**Exercise**:
In the entries below, how many lines hold the string "linecap"? Give only the number.
(Beginning of Material provided)
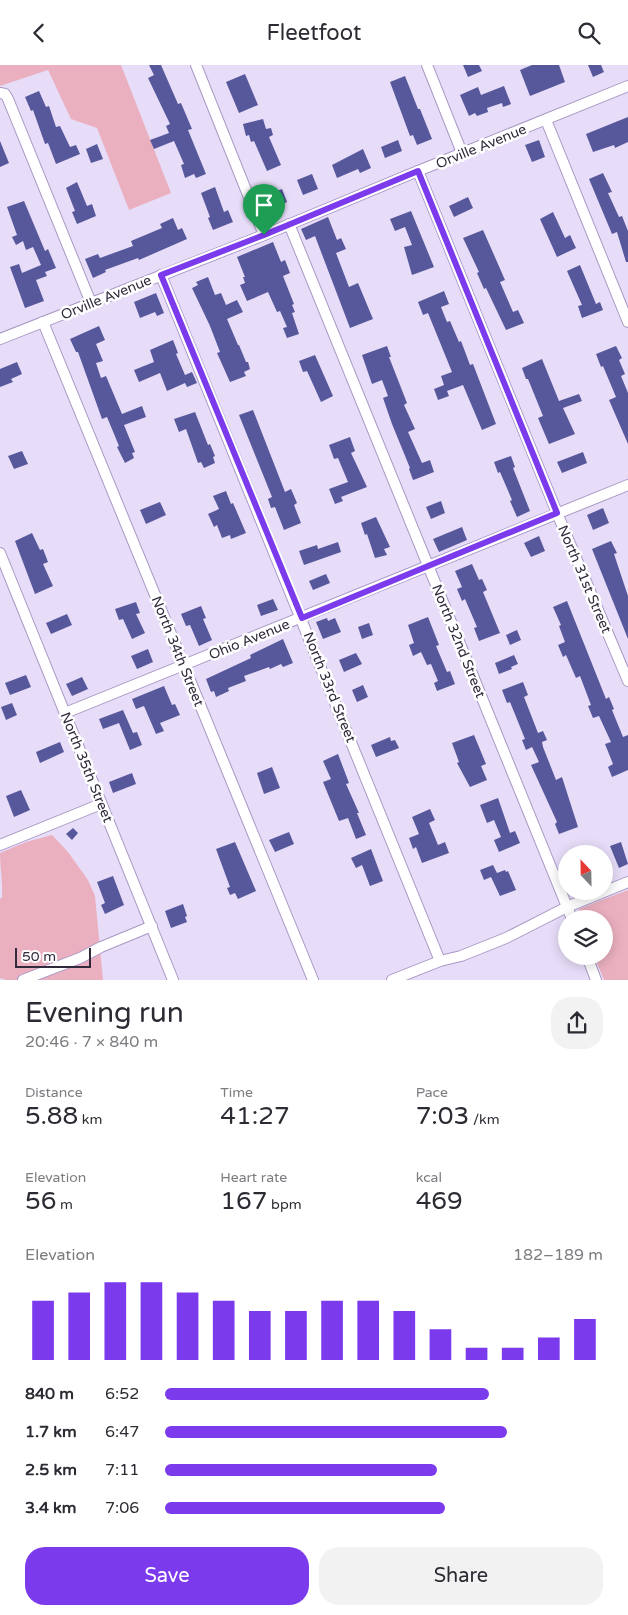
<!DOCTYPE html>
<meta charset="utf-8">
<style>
:root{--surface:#fff;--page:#f2f2f3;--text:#2b2b33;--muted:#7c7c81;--accent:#7c3aed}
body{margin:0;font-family:"Varela Round",sans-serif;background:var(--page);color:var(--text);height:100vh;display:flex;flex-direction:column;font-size:19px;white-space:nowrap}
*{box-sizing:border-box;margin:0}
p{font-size:16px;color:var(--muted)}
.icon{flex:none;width:28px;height:28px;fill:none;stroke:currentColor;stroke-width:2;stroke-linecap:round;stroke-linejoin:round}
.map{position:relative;height:915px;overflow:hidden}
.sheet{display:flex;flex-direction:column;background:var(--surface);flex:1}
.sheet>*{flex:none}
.needle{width:32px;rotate:338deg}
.buttons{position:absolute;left:558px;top:780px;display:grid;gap:10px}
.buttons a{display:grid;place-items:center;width:55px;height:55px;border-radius:50%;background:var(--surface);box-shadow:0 2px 12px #0003;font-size:25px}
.scale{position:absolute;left:15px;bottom:12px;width:76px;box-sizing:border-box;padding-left:5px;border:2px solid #312a3c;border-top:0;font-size:14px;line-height:18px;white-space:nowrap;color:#312a3c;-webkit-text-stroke:4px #fff;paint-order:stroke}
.pin{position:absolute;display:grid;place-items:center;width:42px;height:42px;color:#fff;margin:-51px -21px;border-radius:50% 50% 50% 0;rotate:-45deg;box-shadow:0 0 5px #0007}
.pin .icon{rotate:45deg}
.round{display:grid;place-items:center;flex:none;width:52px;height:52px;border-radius:20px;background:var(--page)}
.summary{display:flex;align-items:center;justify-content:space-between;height:85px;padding:0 25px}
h1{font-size:28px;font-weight:600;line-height:38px}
.figures{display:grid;grid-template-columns:repeat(3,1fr);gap:8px;height:85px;padding:5px 25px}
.figures div{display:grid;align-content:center}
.figures b{font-size:25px;font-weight:600}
.figures small{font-size:14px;font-weight:400}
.figures p{font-size:14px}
.chart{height:140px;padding:10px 25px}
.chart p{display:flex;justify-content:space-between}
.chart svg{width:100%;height:90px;margin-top:5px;stroke:var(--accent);stroke-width:6}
.cta{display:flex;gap:10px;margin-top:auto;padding:10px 25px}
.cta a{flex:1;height:58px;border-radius:20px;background:var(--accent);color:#fff;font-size:20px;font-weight:600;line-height:58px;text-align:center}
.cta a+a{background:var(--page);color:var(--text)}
ul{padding:0 25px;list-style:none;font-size:16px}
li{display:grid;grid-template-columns:80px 60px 1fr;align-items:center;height:38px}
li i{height:12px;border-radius:6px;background:var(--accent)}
header{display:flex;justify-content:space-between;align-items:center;height:65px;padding:0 25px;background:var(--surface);font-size:22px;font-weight:600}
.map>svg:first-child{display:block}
.green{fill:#ebb0bf}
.building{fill:#57579b}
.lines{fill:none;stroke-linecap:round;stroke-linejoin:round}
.street-casing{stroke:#a998c5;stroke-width:12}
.street{stroke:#fff;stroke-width:10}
.route-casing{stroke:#fff;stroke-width:10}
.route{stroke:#7c3aed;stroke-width:6}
.labels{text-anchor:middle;stroke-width:5;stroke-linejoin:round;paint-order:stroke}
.street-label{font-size:14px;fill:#312a3c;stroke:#fff}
</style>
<header><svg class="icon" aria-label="back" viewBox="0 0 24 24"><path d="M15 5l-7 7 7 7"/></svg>Fleetfoot<svg class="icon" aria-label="search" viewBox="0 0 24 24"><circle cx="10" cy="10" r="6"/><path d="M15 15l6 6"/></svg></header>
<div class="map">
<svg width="628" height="915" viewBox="0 0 628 915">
<rect width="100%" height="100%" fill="#e7ddf9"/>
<g class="green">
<polygon points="0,0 121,0 171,128 129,145 97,63 71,54 48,5 0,21"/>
<path d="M52 770 68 787 88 815 95 831 103 915H6L0 913V834L2 832C3 818 0 803 0 788L26 777Z"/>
<polygon points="628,825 628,915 604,915 594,891 604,891 604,854 579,854 578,849 579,844"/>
</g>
<g class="building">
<polygon points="149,0 161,0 178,39 181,38 192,64 188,65 206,109 196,113 194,109 185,113 181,100 184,99 174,76 154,84 150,75 169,68 166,61 170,59 148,13 154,10"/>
<polygon points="463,0 479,0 482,6 468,12"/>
<polygon points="532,0 559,0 565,17 530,31 520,5"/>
<polygon points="588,0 601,0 604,7 593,12"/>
<polygon points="245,9 258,40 239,48 226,17"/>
<polygon points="405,11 418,44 420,44 432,74 417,80 413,70 410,71 390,17"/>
<polygon points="504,21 511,39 503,42 502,38 487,43 488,47 477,51 475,48 469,51 460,30 478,22 481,30"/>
<polygon points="39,26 46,42 49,41 56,62 60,61 70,82 76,80 80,89 56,99 48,78 45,79 33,45 31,46 25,32"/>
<polygon points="628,52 628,77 615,83 614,80 593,87 586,69"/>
<polygon points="263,54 266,64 271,63 273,70 269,72 281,100 267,106 254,76 251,77 249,70 246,71 243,59"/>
<polygon points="398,75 402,86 385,93 381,82"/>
<polygon points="539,75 545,92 532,97 525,80"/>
<polygon points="0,76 9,98 0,102"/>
<polygon points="97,79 103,94 91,98 86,84"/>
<polygon points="363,84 371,103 360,108 358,104 337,113 332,100"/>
<polygon points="603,108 612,127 608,128 619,152 622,151 628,166 628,197 626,197 617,167 612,169 589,114"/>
<polygon points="312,109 318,124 303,130 297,115"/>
<polygon points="77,117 87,141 92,139 96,151 77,159 72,147 75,146 66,123"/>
<polygon points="215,122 224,147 228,145 233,157 213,165 208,153 210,152 201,128"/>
<polygon points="282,124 287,137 271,144 266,131"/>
<polygon points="468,132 473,143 454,152 449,141"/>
<polygon points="24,136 45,186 48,184 56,203 45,207 47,211 36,215 44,236 25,243 10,202 19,199 22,208 41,200 33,182 26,185 23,176 16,180 12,172 17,170 7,142"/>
<polygon points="411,146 434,202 412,210 404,182 412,180 405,162 395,166 390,154"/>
<polygon points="553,147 565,173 570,170 576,183 557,192 540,154"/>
<polygon points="328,152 337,175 341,173 346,184 336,188 349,222 358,218 373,254 350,263 315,171 306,175 301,164"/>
<polygon points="173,153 178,165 182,163 187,174 139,195 138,193 105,205 106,207 93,213 85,194 98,189 100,193 133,181 131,176 162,163 160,159"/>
<polygon points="483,165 505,215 500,217 513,247 518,245 524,258 506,265 486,223 484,224 477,208 479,207 463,173"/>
<polygon points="273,177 281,197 285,195 290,208 283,211 294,239 292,240 295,247 292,248 299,269 287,273 283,263 287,262 280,246 277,247 268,227 247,236 240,220 245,218 243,212 245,212 237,192"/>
<polygon points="580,200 596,239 600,237 603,245 582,253 578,241 582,240 567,206"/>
<polygon points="208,212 215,230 221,228 226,240 237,235 243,247 227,254 238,280 239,280 246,297 248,297 250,304 244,307 246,311 230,317 217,288 220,287 210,261 192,223 198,220 196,217"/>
<polygon points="444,226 449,239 441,242 447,257 450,256 459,277 461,276 470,300 473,299 496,359 482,365 463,320 447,326 449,331 438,335 434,324 444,320 441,311 452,307 428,248 423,250 418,237"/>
<polygon points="156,228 164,248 157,251 155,247 140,253 134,237"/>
<polygon points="99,261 105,275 96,279 103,296 96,298 101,313 106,311 122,349 142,341 146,352 124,360 135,387 132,388 134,393 125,398 117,382 119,381 107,352 102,354 78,287 76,287 70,274"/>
<polygon points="173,275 178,288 176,289 185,310 192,307 197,318 187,322 185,318 167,326 160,308 139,317 134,305 154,297 150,285"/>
<polygon points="387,281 391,292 389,292 407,338 404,340 415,364 408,367 422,398 430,395 434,407 416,414 413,415 409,404 410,403 392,359 383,333 388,331 382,315 372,319 362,290"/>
<polygon points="616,281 622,293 619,295 625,309 621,311 628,328 628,379 609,335 616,332 603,301 601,302 596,289"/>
<polygon points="315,290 333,331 321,337 307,306 303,307 299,296"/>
<polygon points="542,294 559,336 579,329 582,336 563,343 575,369 549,379 538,353 543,351 528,314 526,314 522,303"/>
<polygon points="17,297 22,309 11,314 13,317 0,322 0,304"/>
<polygon points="253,345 285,427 291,424 297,438 294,440 301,458 284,465 275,442 271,443 268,434 272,432 239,350"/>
<polygon points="195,347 208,380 210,379 215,391 213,392 215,398 204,403 201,397 198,398 186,364 179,367 174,354"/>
<polygon points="350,372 355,386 351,388 367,422 341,432 343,436 335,439 329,424 348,417 338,393 334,394 329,380"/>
<polygon points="22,386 28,399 14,404 8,391"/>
<polygon points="583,387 587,398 562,408 557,397"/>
<polygon points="511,391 515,402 513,403 530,446 517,452 510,436 512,435 500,407 498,408 494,397"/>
<polygon points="226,426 231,439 233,438 246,468 231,474 230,470 222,473 217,460 214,462 208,449 219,444 213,431"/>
<polygon points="441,436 445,448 431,454 426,442"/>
<polygon points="160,437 166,450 146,459 140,445"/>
<polygon points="603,443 609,458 593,465 587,450"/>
<polygon points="376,452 390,482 384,484 387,490 375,493 367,469 365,470 361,458"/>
<polygon points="462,462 467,475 439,487 433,474"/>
<polygon points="32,468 40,485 43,484 48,497 43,499 53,521 35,529 15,476"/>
<polygon points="539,471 545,486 531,492 524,478"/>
<polygon points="611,476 617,488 614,489 628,531 628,574 592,484"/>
<polygon points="338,477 341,487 304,500 299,486 317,480 318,484"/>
<polygon points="472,499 479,515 482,514 487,525 483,527 500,568 479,576 474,563 477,562 465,534 462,536 457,524 462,522 455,506"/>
<polygon points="326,509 330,518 313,525 309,516"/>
<polygon points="273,534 278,545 261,551 257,540"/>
<polygon points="567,536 606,634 609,632 614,644 612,645 623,672 628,670 628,705 612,712 608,702 613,699 605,679 611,677 599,651 593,653 588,641 591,640 580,611 576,613 566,590 563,592 558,580 565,577 559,561 561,560 553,542"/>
<polygon points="136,537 140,548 136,549 145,568 132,574 123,554 119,555 115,544"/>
<polygon points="201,541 206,553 203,554 212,575 199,581 190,560 186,561 181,549"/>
<polygon points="67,549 72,560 51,569 46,558"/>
<polygon points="428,552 439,580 436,581 447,607 450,606 455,619 437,626 434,618 438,616 431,599 427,600 421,587 413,591 409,580 414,578 408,560"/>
<polygon points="327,553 328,556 335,553 341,567 323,574 316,557"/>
<polygon points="369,558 373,570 362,574 358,562"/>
<polygon points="517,565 521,575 510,580 506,570"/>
<polygon points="283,574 293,598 283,602 281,599 270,604 269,602 244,611 246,616 228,623 229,626 216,632 214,626 211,627 206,614 251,593 250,590"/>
<polygon points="148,584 153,597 137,604 131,591"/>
<polygon points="356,588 362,599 344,607 339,595"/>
<polygon points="514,590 518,599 511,602 512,604 499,609 495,598"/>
<polygon points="26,610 31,622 10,630 5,618"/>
<polygon points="82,612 88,624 72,631 66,619"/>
<polygon points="523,617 528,630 524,632 538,668 543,666 547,675 542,677 543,682 556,715 562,712 578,762 559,769 555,759 557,757 531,700 539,697 532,682 526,685 522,675 525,674 510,637 507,638 502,625"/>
<polygon points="363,620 368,632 357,637 352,625"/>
<polygon points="164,621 172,640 175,639 180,650 160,658 164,666 156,669 144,641 136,644 132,634"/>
<polygon points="12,638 17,650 6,655 1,642"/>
<polygon points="123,645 133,668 137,667 142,680 130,685 119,658 103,664 99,654"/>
<polygon points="474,670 486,699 481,701 487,715 470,722 457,698 459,697 452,678"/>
<polygon points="390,672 391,676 395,675 399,683 376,692 371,680"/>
<polygon points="60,677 64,687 40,698 36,687"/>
<polygon points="338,689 349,718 346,719 359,748 357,748 366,770 356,774 348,753 339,756 323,717 331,714 323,696"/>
<polygon points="272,702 280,723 264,729 257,708"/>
<polygon points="132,708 136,719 113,728 109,717"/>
<polygon points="21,725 30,745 14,752 6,731"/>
<polygon points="498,733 510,768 515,766 520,778 499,787 494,775 501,772 494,755 487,758 480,740"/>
<polygon points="430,744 435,755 429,758 438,780 445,777 449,788 422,798 416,782 413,784 409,773 419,769 412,752"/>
<polygon points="73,763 78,768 72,775 66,769"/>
<polygon points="289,767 294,779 275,787 269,775"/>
<polygon points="235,777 256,826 238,834 235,828 230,830 227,823 230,822 216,784"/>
<polygon points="621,777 628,799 619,803 610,781"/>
<polygon points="371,784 383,816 370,821 362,800 356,803 351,793"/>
<polygon points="493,800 497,808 505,805 506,807 508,806 516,825 500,831 491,812 484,815 480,805"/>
<polygon points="113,811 124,840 105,849 101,840 105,838 97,817"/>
<polygon points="183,839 187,851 185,852 187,857 171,863 165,846"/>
</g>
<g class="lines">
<g class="street-casing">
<g id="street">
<polyline points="196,0 264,170"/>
<polyline points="427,0 462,88"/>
<polyline points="0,28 5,29 8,34 91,238"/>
<polyline points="546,55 628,257"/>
<polyline points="418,106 557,448 628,616"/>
<polyline points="289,159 572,854"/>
<polyline points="161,210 440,896"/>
<polyline points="43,257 313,915"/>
<polyline points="0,274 264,170 418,106 628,21"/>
<polyline points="0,488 173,915"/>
<polyline points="65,648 628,420"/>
<polyline points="0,780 101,739"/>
<polyline points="587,891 596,915"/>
<polyline points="23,915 80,893 101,882 152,861"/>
<polyline points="392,915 440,896 461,891 506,873 567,842 628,817"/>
</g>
</g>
<use href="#street" class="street"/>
</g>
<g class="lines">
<g class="route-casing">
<polygon id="route" points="418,106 557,448 302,553 161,210 264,170"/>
</g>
<use href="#route" class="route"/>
</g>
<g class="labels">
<g class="street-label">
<text transform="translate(481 81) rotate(-22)" y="5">Orville Avenue</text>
<text transform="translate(106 232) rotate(-22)" y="5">Orville Avenue</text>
<text transform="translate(585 514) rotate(67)" y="5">North 31st Street</text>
<text transform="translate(249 574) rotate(-22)" y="5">Ohio Avenue</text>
<text transform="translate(459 576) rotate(68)" y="5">North 32nd Street</text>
<text transform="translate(178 586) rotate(68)" y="5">North 34th Street</text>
<text transform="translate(330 622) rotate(68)" y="5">North 33rd Street</text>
<text transform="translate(87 702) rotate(68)" y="5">North 35th Street</text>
</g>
</g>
</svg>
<div class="buttons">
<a><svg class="needle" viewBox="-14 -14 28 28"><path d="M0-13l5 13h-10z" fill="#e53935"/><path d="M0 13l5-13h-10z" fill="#7c7c81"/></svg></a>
<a><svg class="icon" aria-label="layers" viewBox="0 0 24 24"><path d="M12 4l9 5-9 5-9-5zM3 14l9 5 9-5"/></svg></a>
</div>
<div class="scale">50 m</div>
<div class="pin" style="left:264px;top:170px;background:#1e9e55"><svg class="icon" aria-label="arrive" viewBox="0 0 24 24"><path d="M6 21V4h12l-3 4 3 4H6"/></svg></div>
</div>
<section class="sheet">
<div class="summary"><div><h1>Evening run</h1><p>20:46 · 7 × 840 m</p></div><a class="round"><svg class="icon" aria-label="share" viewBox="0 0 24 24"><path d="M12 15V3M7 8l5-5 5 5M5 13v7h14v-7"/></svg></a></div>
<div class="figures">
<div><p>Distance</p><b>5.88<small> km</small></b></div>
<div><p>Time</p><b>41:27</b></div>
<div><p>Pace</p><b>7:03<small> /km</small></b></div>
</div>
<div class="figures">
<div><p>Elevation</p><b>56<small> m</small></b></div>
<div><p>Heart rate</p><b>167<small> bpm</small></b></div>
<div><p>kcal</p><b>469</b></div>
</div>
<div class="chart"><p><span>Elevation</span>182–189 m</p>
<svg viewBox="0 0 160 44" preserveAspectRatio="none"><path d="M5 44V15M15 44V11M25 44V6M35 44V6M45 44V11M55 44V15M65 44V20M75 44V20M85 44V15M95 44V15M105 44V20M115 44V29M125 44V38M135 44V38M145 44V33M155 44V24"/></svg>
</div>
<ul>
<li><b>840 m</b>6:52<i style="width:74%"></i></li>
<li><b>1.7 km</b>6:47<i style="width:78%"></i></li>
<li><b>2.5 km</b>7:11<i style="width:62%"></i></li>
<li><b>3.4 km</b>7:06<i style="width:64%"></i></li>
</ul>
<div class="cta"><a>Save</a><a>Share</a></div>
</section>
(End of Material provided)
**Response for this exercise**:
2